Genistein removes damaging free radicals and reduces lipid peroxidation. By preventing the oxidation of LDL cholesterol, genistein helps reduce the risk for arteriosclerosis, and prevents the formation of heart attacks and strokes by acting as an anti-clotting agent. It increases the activity of other antioxidant enzymes such as glutathione peroxidase, superoxide dismutase (SOD), and glutathione reductase. It can also influence the growth of cells that are not hormone-dependent. Genistein inhibits the rate of cell growth through its ability to inhibit tyrosine kinase.

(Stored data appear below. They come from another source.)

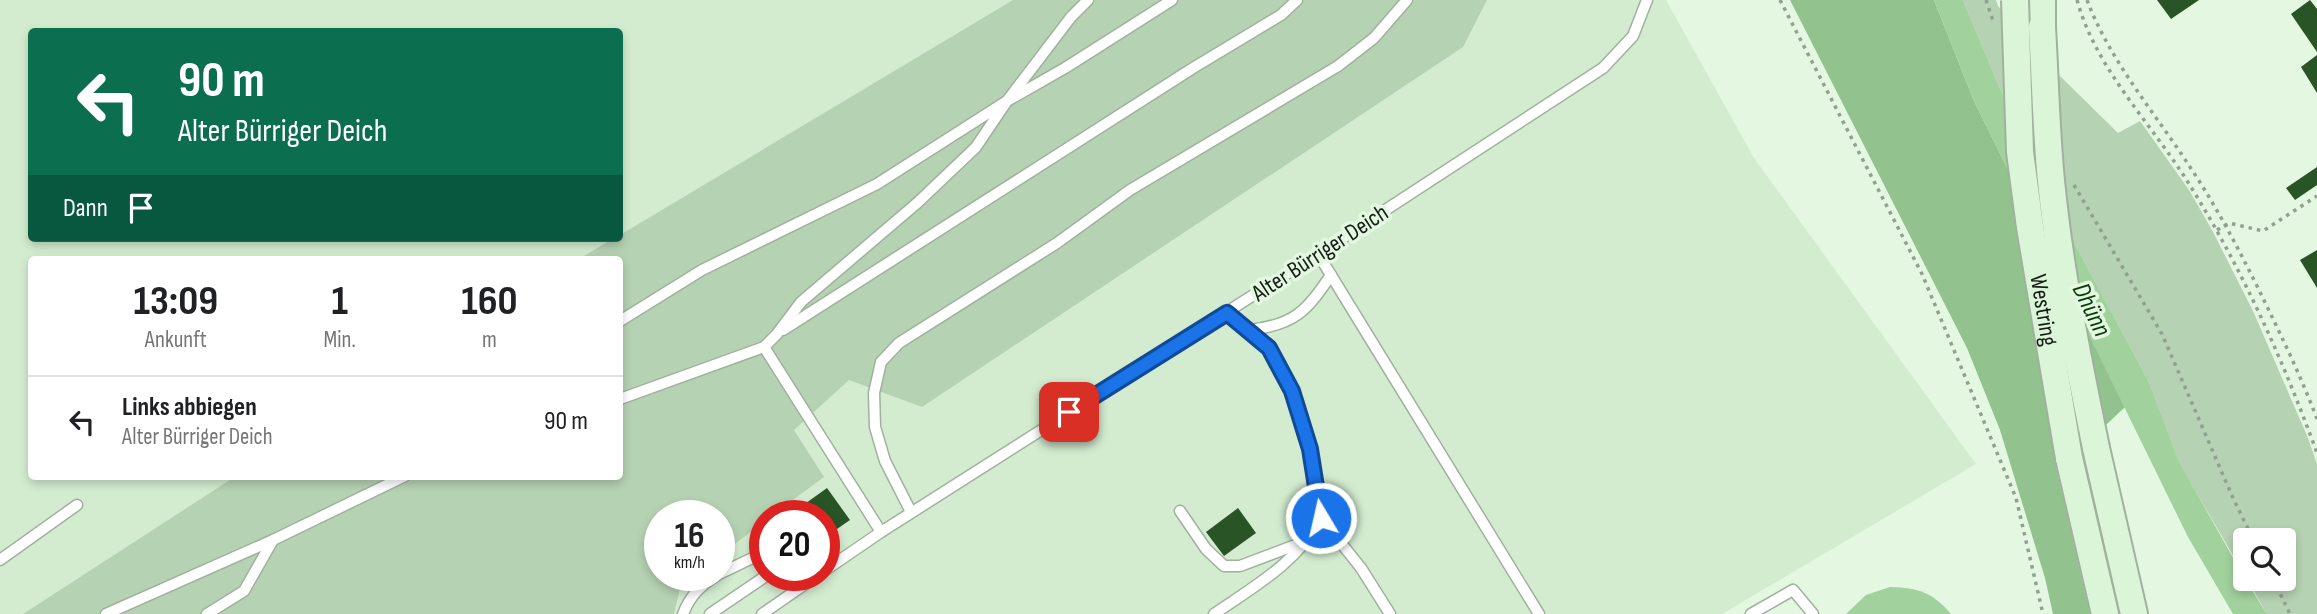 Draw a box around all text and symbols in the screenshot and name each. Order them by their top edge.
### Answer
text: 90 m [178,52,265,111]
icon: left [63,56,154,147]
text: Alter Bürriger Deich [178,112,387,151]
icon: arrive [122,189,160,227]
text: Dann [63,193,108,224]
street label: Alter Bürriger Deich [1245,198,1394,308]
street label: Westring [2024,272,2064,348]
text: 13:09 [134,276,218,327]
text: 1 [331,276,348,327]
text: 160 [461,276,517,327]
water label: Dhünn [2065,278,2117,342]
text: Ankunft [145,326,207,354]
text: Min. [324,326,356,354]
text: m [482,326,497,354]
pin [1039,382,1099,442]
text: Links abbiegen [122,392,257,423]
icon: arrive [1050,393,1088,431]
icon: left [63,403,101,441]
text: 90 m [544,406,588,437]
text: Alter Bürriger Deich [122,423,273,451]
position arrow [1284,481,1358,555]
speed limit sign: 20 [749,500,840,591]
text: 16 [674,515,705,558]
map controls [2233,528,2296,591]
button: search [2233,528,2296,591]
text: km/h [674,552,705,573]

Studies have shown that genistein reduces the risk for the hormone related cancers, breast and prostate, by binding with estrogen receptors, preventing estrogen from binding. Consumption of traditional soybean products in China and Japan is linked with low incidence of these cancers. And since genistein imitates estrogen, it may be protective against osteoporosis. It is frequently used to ease menopause symptoms such as hot flashes.

Before genistein can act, it must be released from its precursor. This normally happens in the stomach and intestine through hydrolysis. Some genistein supplements contain genistein that has been hydrolysed in processing.